Which broker fits you
- You want the clearest CySEC imprint and domain trail
- You care more about entity verification than platform breadth
- You want to review Hamburg/Cyprus corporate details first
- You want published spreads, platforms, and research
- You prefer Web Trader plus MT4 access
- You want broader market coverage and clearer fee pages
Common questions
Is GBE Brokers or City Index better for regulation?
GBE Brokers has the stronger public entity trail in the sources reviewed: CySEC lists the firm, and the broker’s imprint repeats the licence number and Hamburg branch registration. City Index is also regulated, with FCA-linked documentation, but the exact retail entity can vary by country. Always check the legal entity that will hold your account.
Does City Index have lower fees than GBE Brokers?
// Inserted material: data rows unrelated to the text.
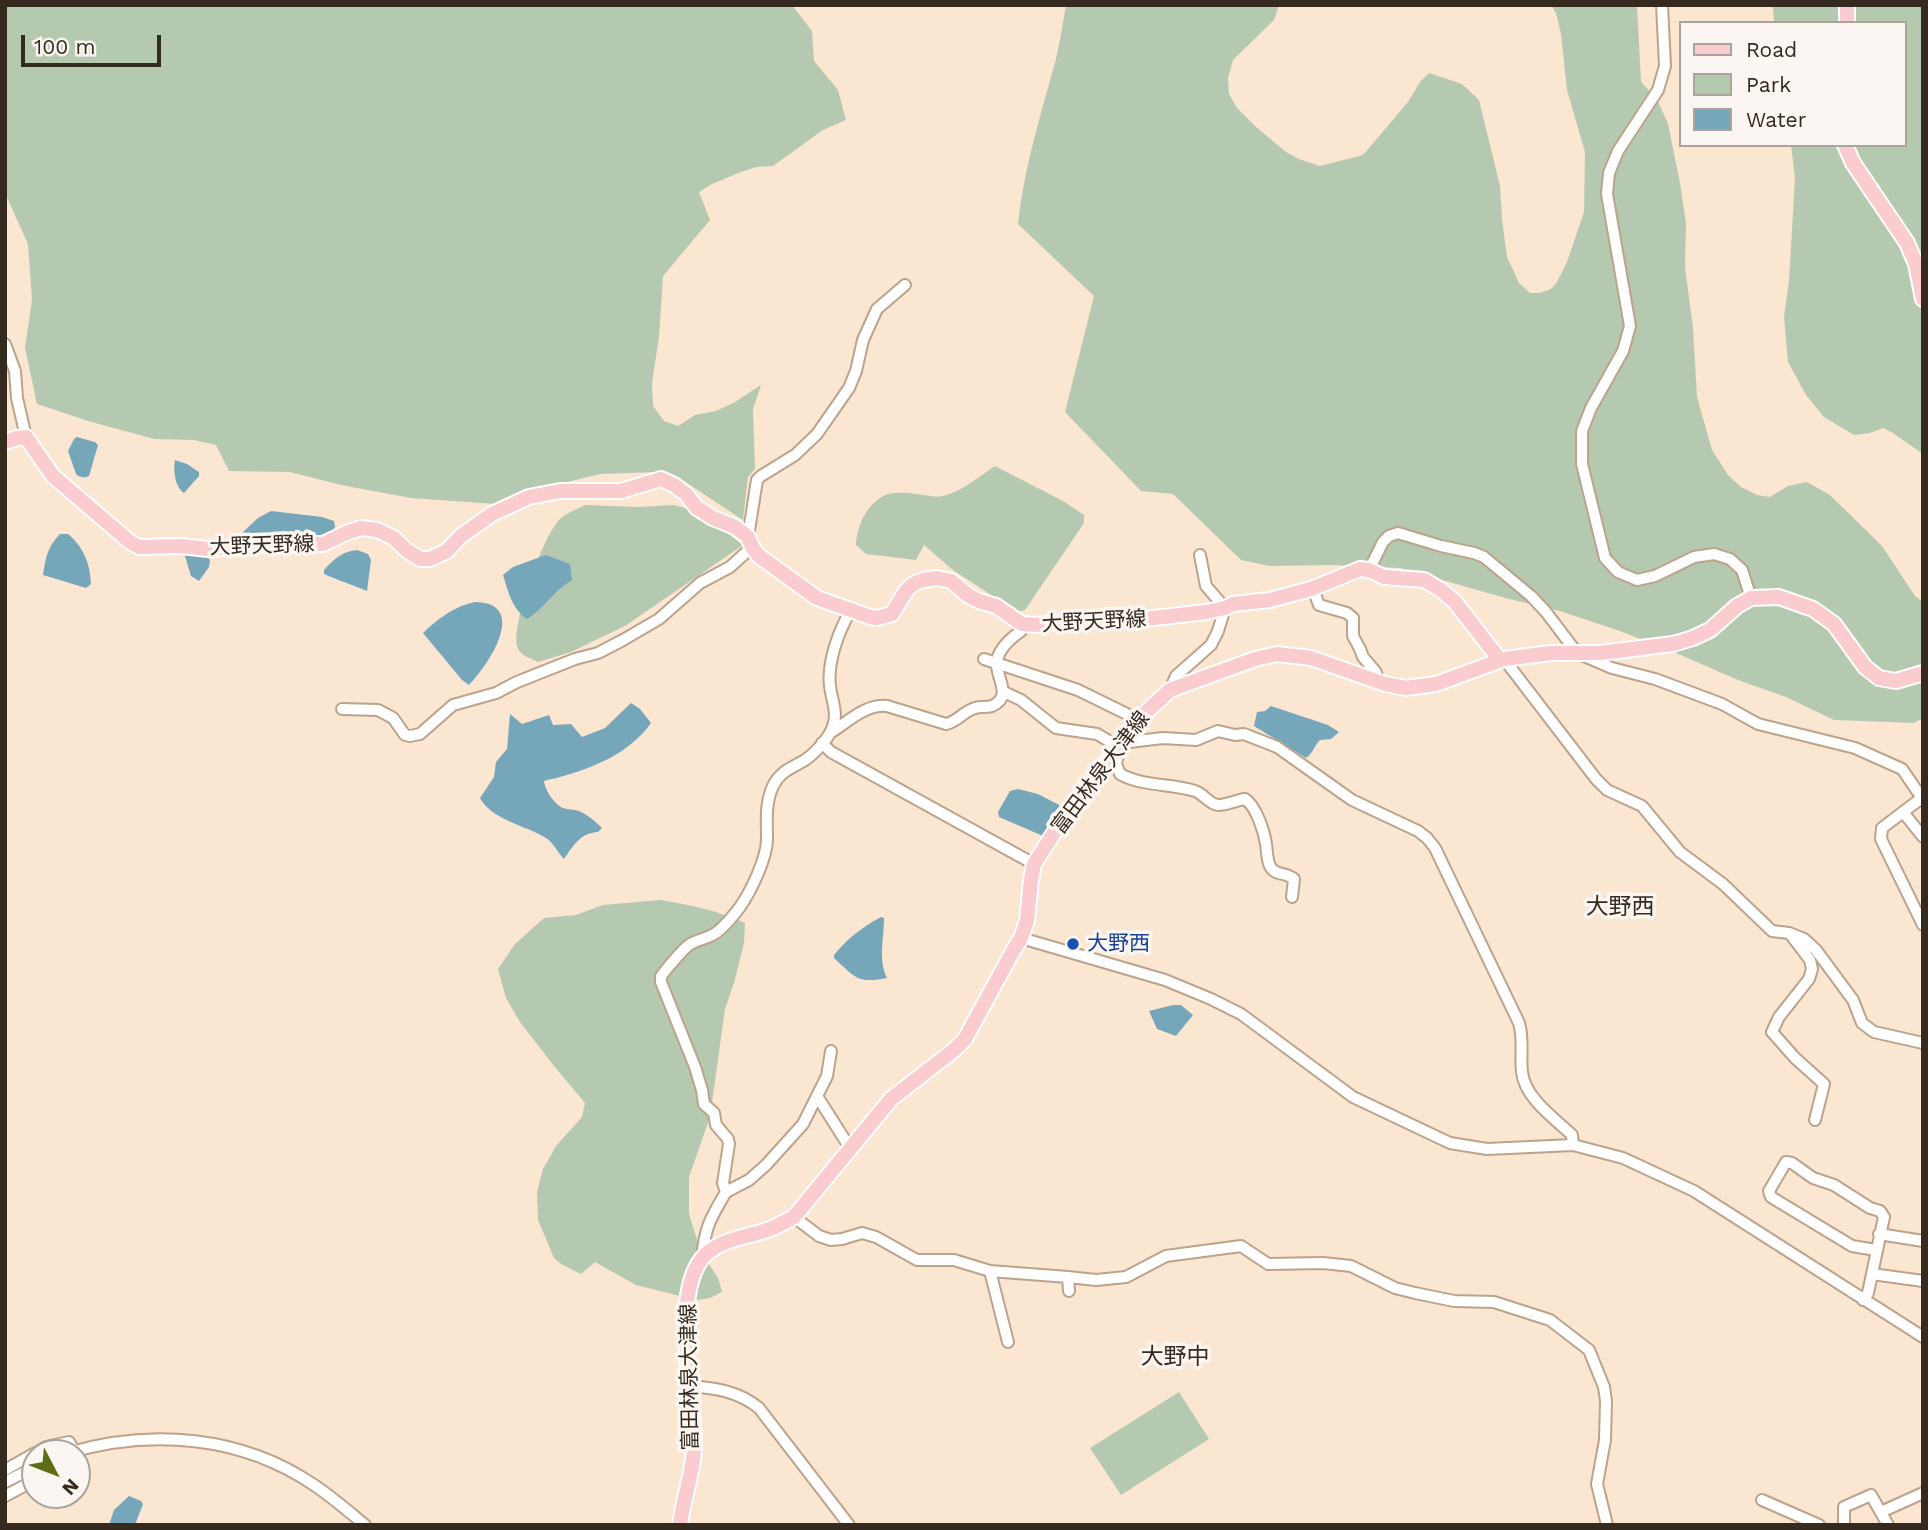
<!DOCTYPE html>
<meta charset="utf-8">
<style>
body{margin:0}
#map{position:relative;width:1928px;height:1530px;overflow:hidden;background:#fbe6d1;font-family:"Work Sans",sans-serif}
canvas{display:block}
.frame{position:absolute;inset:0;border:7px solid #342a20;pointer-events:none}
.legend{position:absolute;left:1679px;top:21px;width:228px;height:126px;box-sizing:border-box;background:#fbf6f1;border:2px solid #aba49d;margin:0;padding:9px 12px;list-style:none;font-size:21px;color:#342a20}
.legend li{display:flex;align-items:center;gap:14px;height:35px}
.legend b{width:35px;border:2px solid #aba49d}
.north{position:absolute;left:21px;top:1439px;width:70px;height:70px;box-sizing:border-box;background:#fbf6f1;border:2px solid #aba49d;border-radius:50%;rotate:132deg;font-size:19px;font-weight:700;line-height:28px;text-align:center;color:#342a20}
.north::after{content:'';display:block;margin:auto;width:24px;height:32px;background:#5f6d16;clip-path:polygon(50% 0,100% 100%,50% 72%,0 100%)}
.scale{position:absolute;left:21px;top:35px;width:140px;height:32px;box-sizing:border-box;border:4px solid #342a20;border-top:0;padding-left:9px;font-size:21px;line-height:24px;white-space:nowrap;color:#342a20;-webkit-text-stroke:5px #fbf6f1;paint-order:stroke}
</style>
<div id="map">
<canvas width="1928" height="1530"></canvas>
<div class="frame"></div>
<ul class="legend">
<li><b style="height:9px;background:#facbcf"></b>Road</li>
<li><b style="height:19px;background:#b5c9b1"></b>Park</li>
<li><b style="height:19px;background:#76a6ba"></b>Water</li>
</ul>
<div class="north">N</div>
<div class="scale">100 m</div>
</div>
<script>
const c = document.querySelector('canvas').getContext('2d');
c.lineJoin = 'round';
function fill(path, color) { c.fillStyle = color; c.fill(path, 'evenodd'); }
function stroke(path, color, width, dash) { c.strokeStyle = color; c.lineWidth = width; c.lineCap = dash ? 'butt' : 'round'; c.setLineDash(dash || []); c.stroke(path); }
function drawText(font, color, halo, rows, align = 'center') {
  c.font = font + ' "Work Sans","Noto Sans JP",sans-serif'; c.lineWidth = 7; c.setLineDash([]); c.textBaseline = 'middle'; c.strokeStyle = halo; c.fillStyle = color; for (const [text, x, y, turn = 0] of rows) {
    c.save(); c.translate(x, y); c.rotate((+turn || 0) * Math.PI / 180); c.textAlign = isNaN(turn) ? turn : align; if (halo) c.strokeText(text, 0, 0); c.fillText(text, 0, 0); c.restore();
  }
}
const green = new Path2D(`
 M5,5h787l20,26 2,30 24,29 8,30 -23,10 -50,36 -17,1 -15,5 -29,12 -13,8 11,28 -47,56 -4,61 -7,46 1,23 11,15 14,5 17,-11 21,-4 19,-9 26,-17 -8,24 2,60 -7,8 -5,43 -65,-43 -21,-5 -57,2 -41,10 -63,20 -85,-6 -70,-13 -51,-13 -61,-1 -13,-26 -22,-5 -40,-1 -66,-18 -51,-17 -12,-56 7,-49 -4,-55 -23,-51z
 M1066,5h213l-5,15 -41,40 -5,18 1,16 8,14 19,19 30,25 13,7 21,7 43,-11 45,-53 12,-20 9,-9 33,11 17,16 21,86 2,33 5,38 12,26 11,10h10l11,-4 6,-7 10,-20 17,-50 1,-60 -18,-62 -6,-56 -5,-21 -5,-8h86l4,77 16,17 11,25 12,59 6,40 -1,44 8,61 4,69 15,53 16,25 13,12 16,8 13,2 18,-11 19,-4 23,13 52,51 33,50 8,6v116l-9,5 -80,-3 -48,-23 -48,-17 -62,-27 -56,-22 -60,-20 -51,-12 -109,-31 -68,-3 -62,1 -29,-6 -68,-66 -32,-3 -76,-79 29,-116 -76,-72c6,-57 23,-110 38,-165 4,-18 7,-36 10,-54z
 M1773,5h150v449l-30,-21 -10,-5 -13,5 -16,2 -30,-18 -18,-22 -18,-33 -4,-45 5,-36 6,-103 -4,-33h114v-122h-131z
 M995,466l68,35 21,14v8l-59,87 -8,2 -64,-42 -29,-25 -8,15 -50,-6 -10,-9c1,-20 12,-45 33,-51 9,-2 19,-1 27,0 9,1 20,4 27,2 20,-5 35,-19 52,-30z
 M585,505l54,2 35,-2 27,8 42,32 -118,81 -54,26 -33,10c-8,-4 -19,-7 -21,-16 -5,-23 26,-112 44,-128 6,-5 16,-9 24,-13z
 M660,900c31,5 56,10 85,23l-1,20 -10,40 -9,26 -15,108 -21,60v37l12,38 17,26 4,14 -12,6 -14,2 -60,-15 -41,-23 -14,12 -20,-10 -7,-6 -16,-38 -1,-28 6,-23 13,-23 26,-29 3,-14 -31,-37 -34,-44 -14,-24 -8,-29 17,-25 29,-26 32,-3 27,-10z
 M1179,1392l30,47 -88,56 -31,-47z`);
const water = new Path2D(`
 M77,437l18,5 3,3 -9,31c-5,2 -9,2 -13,-2l-8,-23 6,-12z
 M175,460l12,4 12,8v4l-15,17c-9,-6 -11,-23 -9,-33z
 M271,511l51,6 12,4 1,6 -2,4 -15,5 -35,-2 -40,3 -2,-3 17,-16z
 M60,534h8c16,13 22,30 23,50l-5,4 -43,-13c3,-18 4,-27 17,-41z
 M357,550l11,4 3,6 -4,31c-14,-6 -30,-11 -43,-17v-4c10,-11 19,-19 33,-20z
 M184,553l21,2 5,5 -1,7 -10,14 -8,-5z
 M546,555l24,9 2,16c-18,10 -28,29 -45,39 -15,-10 -19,-28 -24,-44l10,-8z
 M475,602c55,1 13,64 -6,83l-7,-5 -39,-47c15,-14 31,-27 52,-31z
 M631,703l9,6 11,14c-21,30 -58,45 -91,54 -6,2 -11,2 -16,4 1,9 10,23 19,27 5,2 11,1 16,3 9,4 16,10 23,17l-4,4c-18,1 -25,14 -34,27 -6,-6 -11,-17 -18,-21 -21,-13 -54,-18 -66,-40l14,-21 2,-15 11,-13 3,-35 12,10 27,-9 4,10 18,-1 11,13 23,-9z
 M1271,706l57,19 11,7 -8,7 -11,1c-6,6 -6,12 -14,18l-52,-32 3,-14 8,-1z
 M1018,789l20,5 25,13 -1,5 -19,24 -44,-19 -1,-5 12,-21z
 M881,917l3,1c0,20 -6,42 3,60 -30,6 -32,-1 -53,-20v-3c13,-16 28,-28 47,-38z
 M1173,1005h8l12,10 -17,21 -19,-7 -8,-18z
 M129,1496l12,5 2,3 -8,21h-26l5,-15z`);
const minor = new Path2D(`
 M1662,5l3,61 -7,24 -40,61 -9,22 -2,21 23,132 -7,25 -32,57 -9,23v33l23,94 13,14 19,8 18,-4 39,-19 20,-3 16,5 12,11 9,28
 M5,344l10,27 2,27 9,39
 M748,537l9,-57 4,-4 34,-21 22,-21 32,-46 7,-17 7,-31 14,-31 28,-24
 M1369,570l14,-28 6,-6 9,-3 43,13 33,7 10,4 47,39 15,16 31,41 35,15 43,11 67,25 36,20 97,24 47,21 20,29
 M1313,589l6,16 28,8 6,5v18l7,13 3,8 12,14 5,12
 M984,659l94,31 61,30
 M1504,659l92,120 11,11 35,16 38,46 43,32 49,47 17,2 15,6 12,11 37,50 9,23 12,9 49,11
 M1170,690l6,-14 35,-31 7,-14 7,-23 -19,-22 -6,-31
 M1004,692l17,8 35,28 41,6 22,13
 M342,709l36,1 15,8 12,17 5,1 10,-2 33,-29 43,-12 21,-11 58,-23 23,-6 25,-13 36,-21 41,-36 30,-16 22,-20
 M830,733c18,-11 35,-29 57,-27l59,18c11,-2 18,-13 29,-16 6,-2 11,0 17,-2 22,-10 3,-28 5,-45 2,-13 14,-23 24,-30
 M822,743l9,9 203,112
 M1119,747l10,-5 34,-4 33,2 22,-9 17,4 9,-1 33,13 75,53 66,31 9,7 8,10 84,175c5,16 1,32 3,49 2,25 33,47 50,63l1,10
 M1119,749l-3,15 4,10c24,13 50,9 75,17 9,3 14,13 23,14 9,0 19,-5 27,-6 11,7 19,32 21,45 1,6 1,17 4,22 4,10 17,6 24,13l-2,18
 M1923,797l-41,31 -1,11 42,86
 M1903,812l20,25
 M1791,935l19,25 2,9 -3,10 -30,38 -7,15 23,26 29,26 -9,36
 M1021,938l144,42 46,19 30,15 112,83 97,46 37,6 86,-4 50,13 71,33 229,146
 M817,1096l33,52
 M726,1192l23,-12 17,-15 37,-41 24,-48 4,-25
 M794,1217l25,19 12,4 11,-1 20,-6 14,4 41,23h37l36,11 18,71
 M1879,1234l44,7
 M702,1258c3,-31 8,-39 24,-66l-3,-9 6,-39 -1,-5 -12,-14 -2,-12 -10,-9 -2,-14 -7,-23 -34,-85v-6c4,-5 23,-28 28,-31 7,-5 17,-6 25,-11 9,-5 19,-18 26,-27 11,-16 27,-49 27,-68 0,-19 -2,-36 6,-53 7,-15 19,-18 32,-26 9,-6 20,-18 25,-27 10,-19 2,-29 0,-47 -3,-24 9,-56 21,-76
 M990,1271l78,6
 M1872,1274l51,7
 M1069,1291l-1,-14 28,3 30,-3 40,-21 75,-10 27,18 55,-1 28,3 44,22 20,5 39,8 40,1 56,18 39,30 15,37 2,14 -1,39 -8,44 10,41
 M1863,1300l5,-7 16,-76 -4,-6 -10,-3 -36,-23 -21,-7 -21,-15 -6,-1 -17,29 2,6 81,49 24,4
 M689,1386c26,2 49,5 70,22l90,117
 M36,1453l10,-6 23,-5 5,9 -1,2
 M68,1453c83,-25 174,-17 246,32 18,12 34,26 51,40
 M5,1470l30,-17
 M5,1482l30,-15
 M5,1496l30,-16
 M1762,1500l57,25
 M1881,1512l42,-19
 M1844,1525v-18l27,-12 17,30`);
const major = new Path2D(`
 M1847,23v-18
 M1845,145l8,18 54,80 9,21 7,35
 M5,442l12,-4 9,-1 27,39 77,66 9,5 42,-1 27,3 68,-5h47l23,-11 15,-5 16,2 17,8 12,12 14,9h10l17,-8 14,-15 31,-22 37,-17 31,-6h61l40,-12 13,6 12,9 11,14 16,10 22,9 13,10 4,10 7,9 58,42 53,19 7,1 15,-4 14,-23 7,-7 10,-4 14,-2 14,3 18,15 10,5 17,5 26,18 17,1 29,-5 77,-1 61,-7 19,-4 8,-4 37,-4 41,-11 49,-20 9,1 15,7 40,3 17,10 14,12 45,58
 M680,1525c3,-25 12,-49 14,-74 2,-49 -26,-161 12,-197 18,-16 43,-17 64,-25 8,-3 16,-8 24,-12l97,-118 63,-49 11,-11 48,-88 8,-13 6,-17 4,-41 3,-16 27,-42 81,-106 28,-26 85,-31 22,-5 34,4 74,26 21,4 30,-4 68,-25 47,-6h49l73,-9 20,-6 17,-8 27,-24 14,-8 28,-1 34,12 21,15 31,43 14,11 17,3 27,-8`);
const markers = [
 [1073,944,7,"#1a4fb4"]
];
const streetNames = [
 ["大野天野線",262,546,-2],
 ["大野天野線",1094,622,-3],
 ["富田林泉大津線",1101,773,-53],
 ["富田林泉大津線",690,1377,-91]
];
const transitNames = [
 ["大野西",1087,944]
];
const neighbourhoodNames = [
 ["大野西",1620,907],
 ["大野中",1175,1357]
];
fill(green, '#b5c9b1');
fill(water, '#76a6ba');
stroke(minor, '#bca38b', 14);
stroke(major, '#fff', 18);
stroke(minor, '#fff', 10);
stroke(major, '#facbcf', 14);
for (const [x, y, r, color] of markers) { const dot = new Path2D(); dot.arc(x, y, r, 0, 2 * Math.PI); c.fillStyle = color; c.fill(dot); stroke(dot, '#fbf6f1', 2.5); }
drawText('21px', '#342a20', '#fbf6f1', streetNames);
drawText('21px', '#164399', '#fbf6f1', transitNames, 'left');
drawText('23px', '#342a20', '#fbf6f1', neighbourhoodNames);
</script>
City Index publishes a clearer core pricing page, including EUR/USD from 0.5 and a typical 0.8 spread, plus a $15 inactivity fee after 24 months. GBE Brokers publishes more on deposit and withdrawal charges than on headline trading spreads. So City Index is easier to compare on costs, but local terms still matter.
Which broker has better platform choice, GBE Brokers or City Index?
City Index. Its official pages confirm Web Trader, MT4, TradingView, and mobile apps, while GBE Brokers’ current public pages reviewed here do not clearly confirm a full live platform lineup. If platform variety is a priority, City Index is the more transparent choice.
Do GBE Brokers and City Index both have country-specific terms?
Yes. Both brokers use legal entities and account terms that can differ by jurisdiction. GBE Brokers’ CySEC and Hamburg branch details, and City Index’s region-specific account and funding pages, show that traders should check the exact entity, fee schedule, and platform availability for their country before opening an account.